[Excerpts from a dataset]

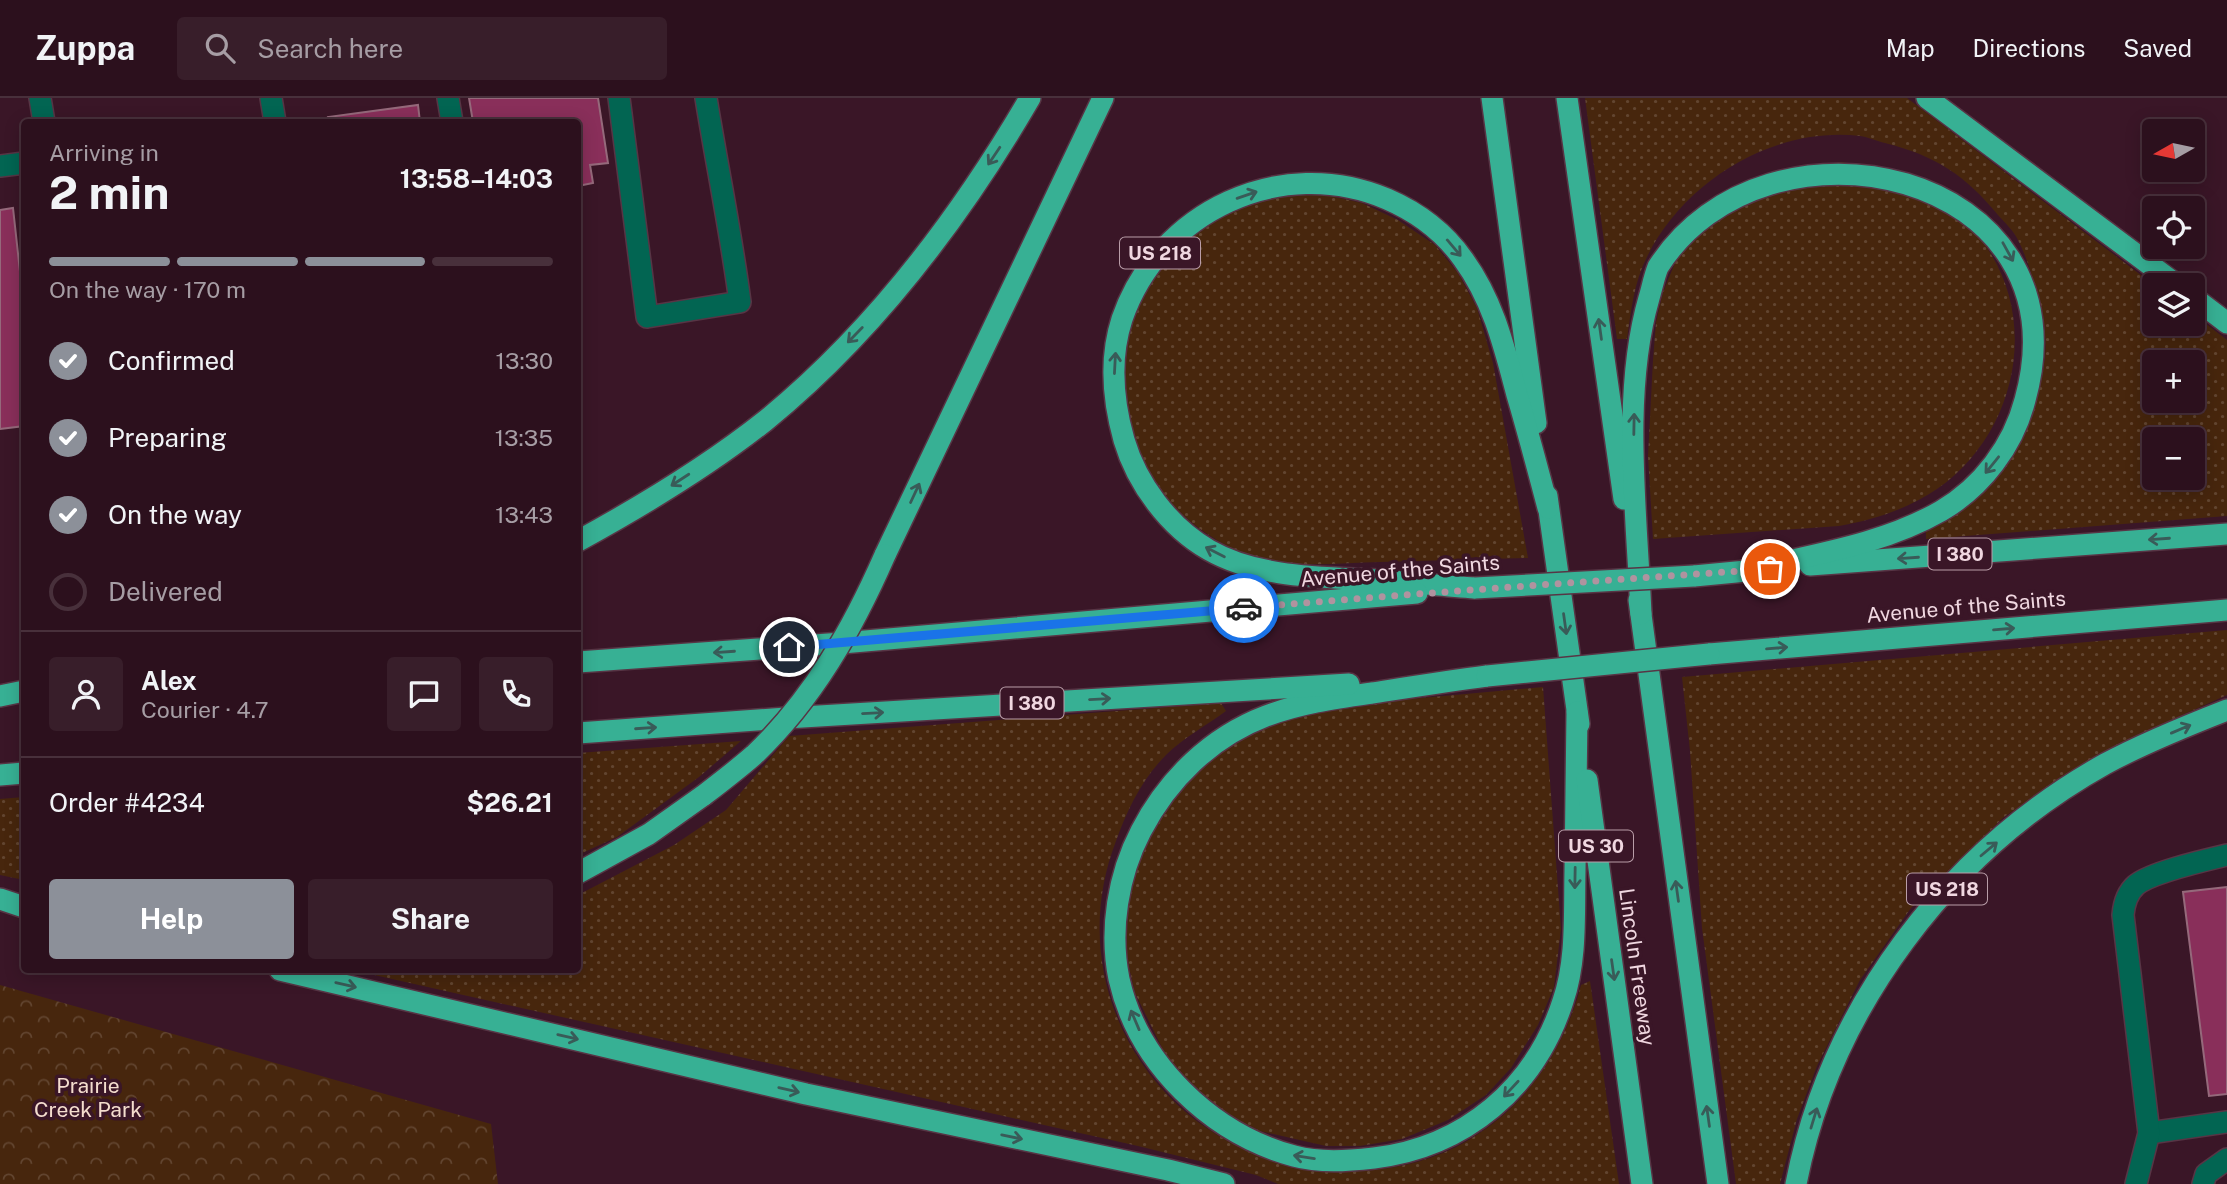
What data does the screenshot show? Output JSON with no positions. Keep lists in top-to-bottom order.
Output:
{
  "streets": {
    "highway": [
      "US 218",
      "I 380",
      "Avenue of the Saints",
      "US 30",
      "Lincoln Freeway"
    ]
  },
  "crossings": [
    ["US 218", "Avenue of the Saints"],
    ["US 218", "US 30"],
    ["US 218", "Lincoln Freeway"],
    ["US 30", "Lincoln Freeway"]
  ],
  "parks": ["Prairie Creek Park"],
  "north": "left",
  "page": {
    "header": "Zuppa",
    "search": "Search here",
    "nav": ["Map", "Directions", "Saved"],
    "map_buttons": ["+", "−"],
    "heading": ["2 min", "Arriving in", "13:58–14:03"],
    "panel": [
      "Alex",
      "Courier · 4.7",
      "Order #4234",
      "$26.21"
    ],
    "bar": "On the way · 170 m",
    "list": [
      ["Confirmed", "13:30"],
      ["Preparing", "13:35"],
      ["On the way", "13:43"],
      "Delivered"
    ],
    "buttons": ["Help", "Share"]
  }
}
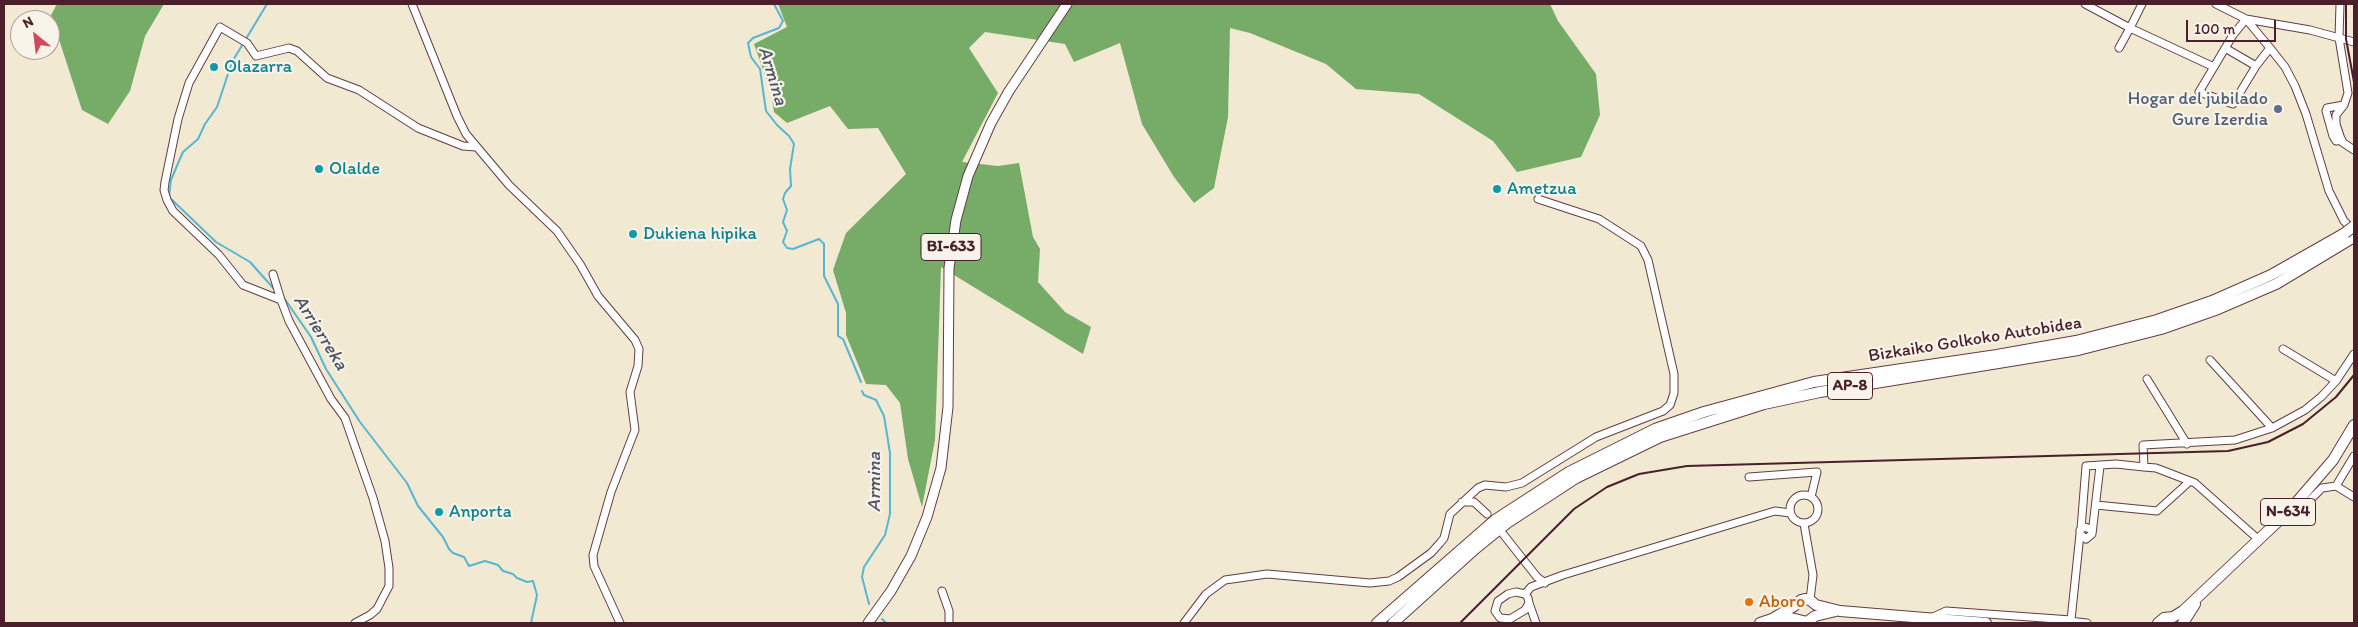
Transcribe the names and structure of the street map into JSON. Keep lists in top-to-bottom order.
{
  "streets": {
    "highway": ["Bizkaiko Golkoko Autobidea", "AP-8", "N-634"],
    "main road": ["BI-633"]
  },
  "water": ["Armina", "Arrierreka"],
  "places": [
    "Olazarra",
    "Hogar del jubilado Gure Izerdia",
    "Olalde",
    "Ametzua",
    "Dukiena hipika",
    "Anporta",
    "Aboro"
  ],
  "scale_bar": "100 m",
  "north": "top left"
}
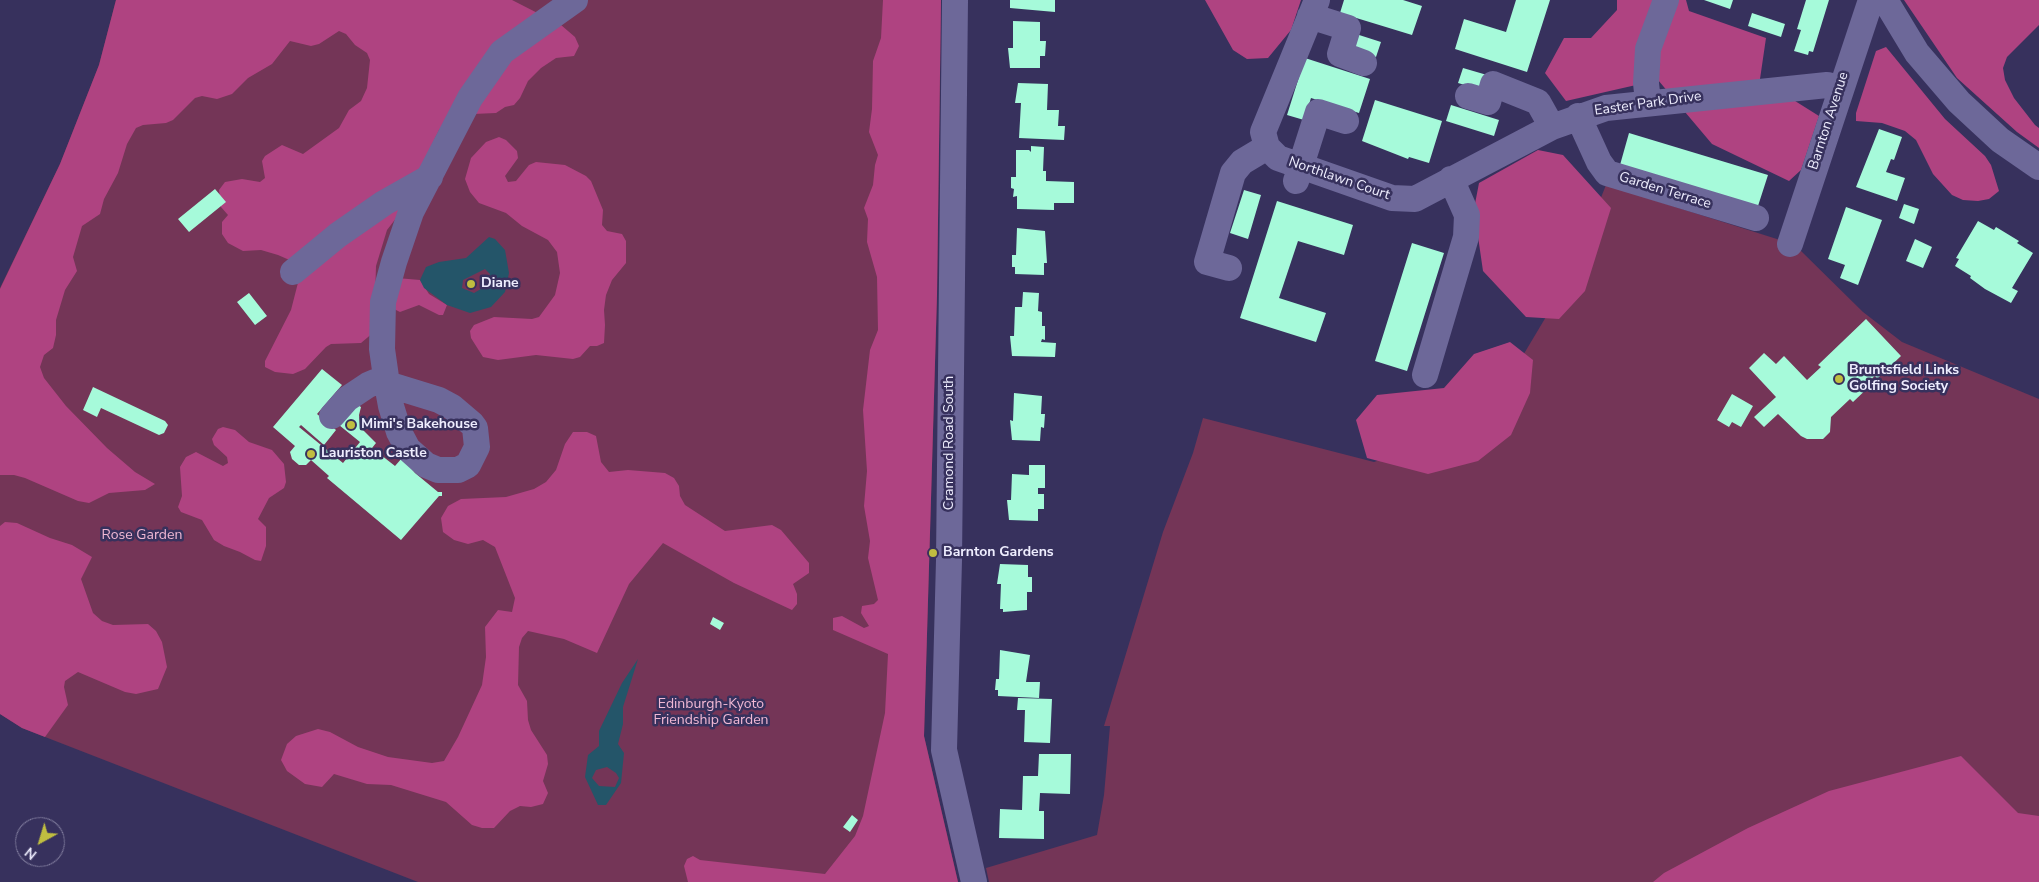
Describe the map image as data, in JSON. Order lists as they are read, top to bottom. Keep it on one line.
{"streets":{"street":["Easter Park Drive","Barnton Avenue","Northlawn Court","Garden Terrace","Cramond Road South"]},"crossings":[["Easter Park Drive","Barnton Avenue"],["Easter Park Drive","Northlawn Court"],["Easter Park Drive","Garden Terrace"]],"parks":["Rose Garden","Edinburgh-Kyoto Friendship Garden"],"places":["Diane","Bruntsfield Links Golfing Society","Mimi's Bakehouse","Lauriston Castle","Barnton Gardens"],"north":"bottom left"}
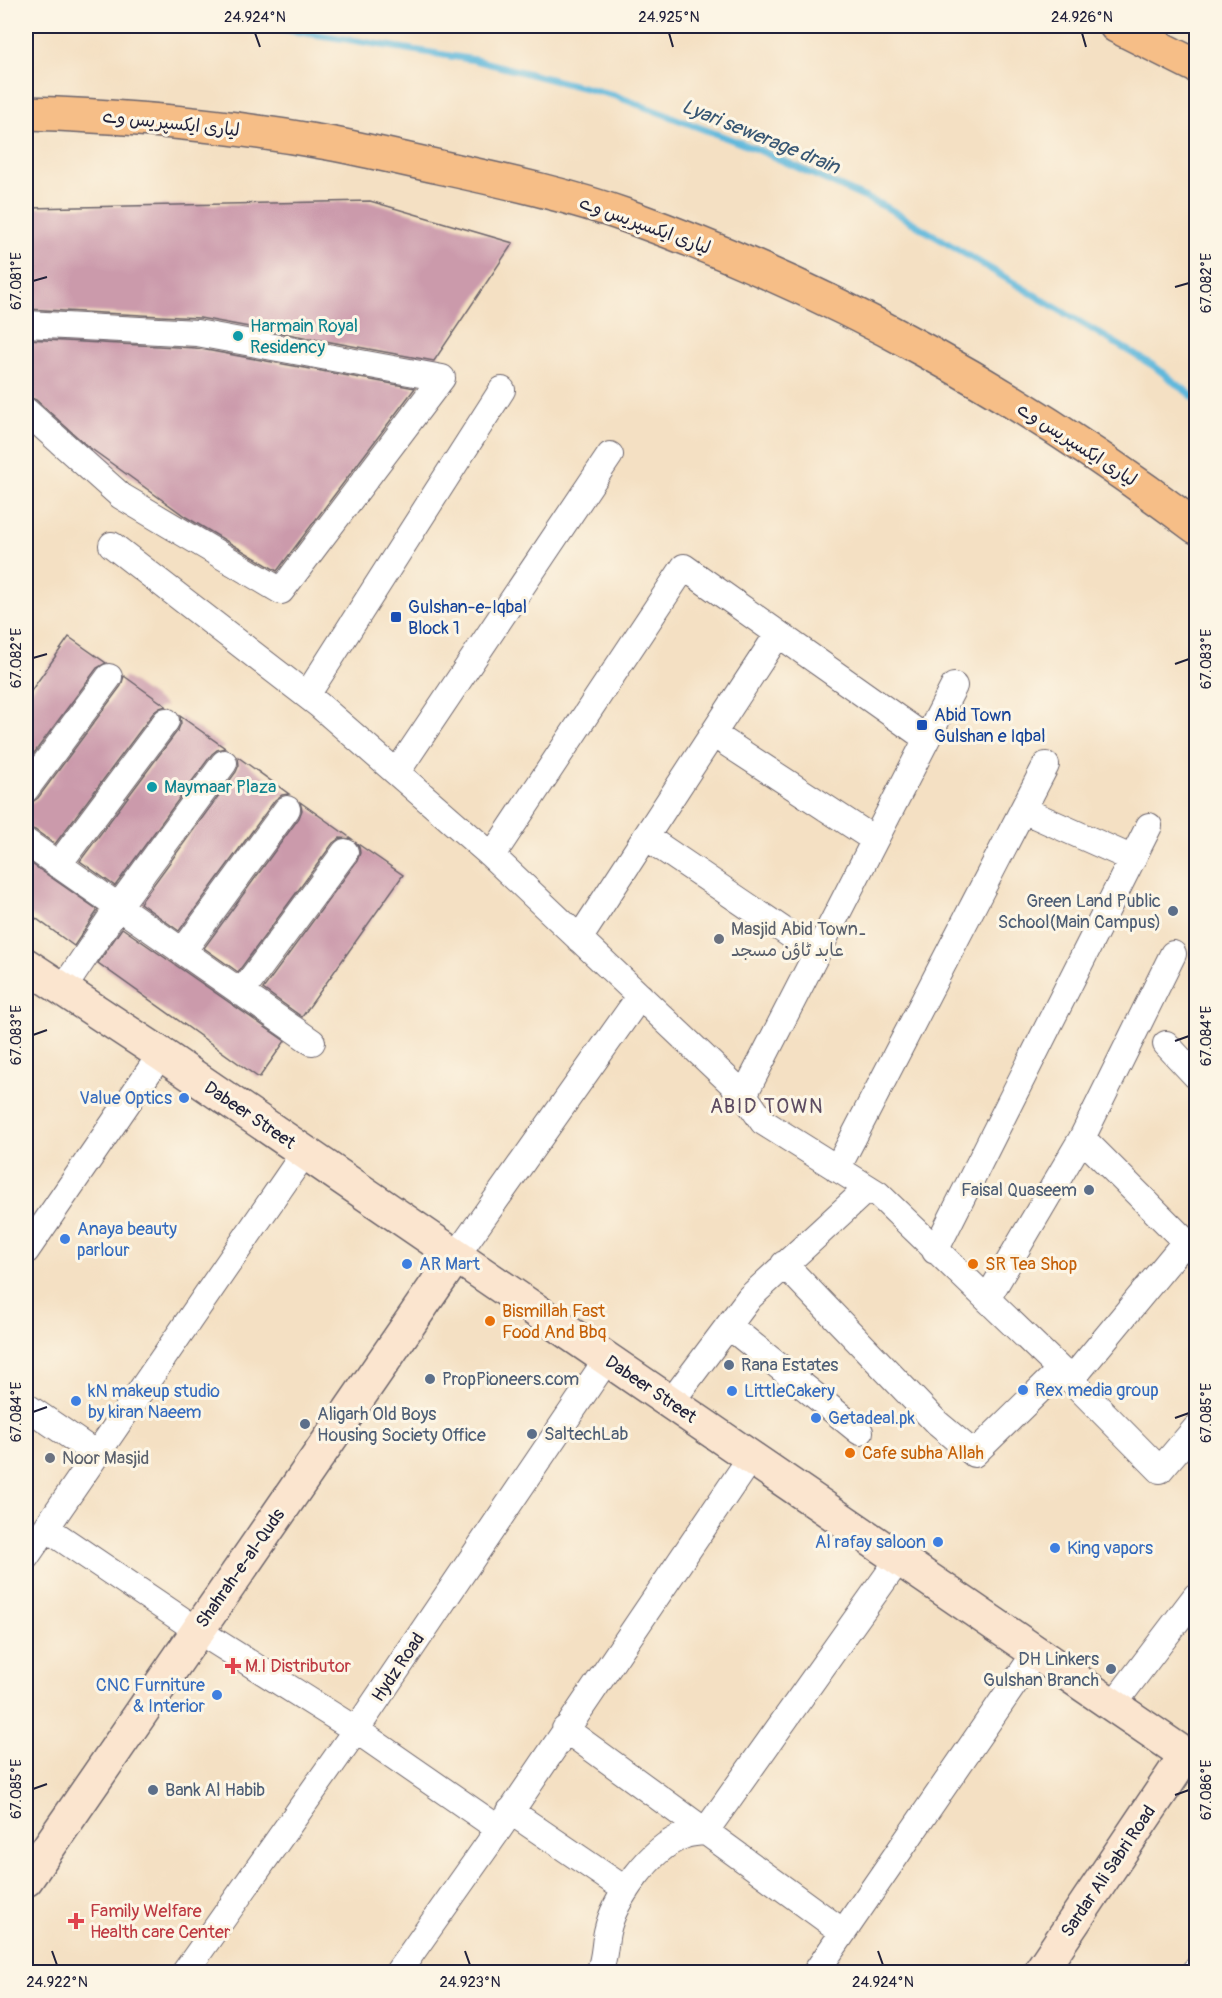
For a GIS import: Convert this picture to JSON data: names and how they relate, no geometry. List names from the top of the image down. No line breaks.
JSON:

* **What you should do**
What you set down should be exactly the lines from the line containing "Describe the map" to the last line of the entries above, both included, with no pictures.

* **Written solution**
Describe the map image as data, in JSON. Order lists as they are read, top to bottom. Keep it on one line.
{"streets":{"street":["Easter Park Drive","Barnton Avenue","Northlawn Court","Garden Terrace","Cramond Road South"]},"crossings":[["Easter Park Drive","Barnton Avenue"],["Easter Park Drive","Northlawn Court"],["Easter Park Drive","Garden Terrace"]],"parks":["Rose Garden","Edinburgh-Kyoto Friendship Garden"],"places":["Diane","Bruntsfield Links Golfing Society","Mimi's Bakehouse","Lauriston Castle","Barnton Gardens"],"north":"bottom left"}
For a GIS import: Convert this picture to JSON data: names and how they relate, no geometry. List names from the top of the image down. No line breaks.
JSON:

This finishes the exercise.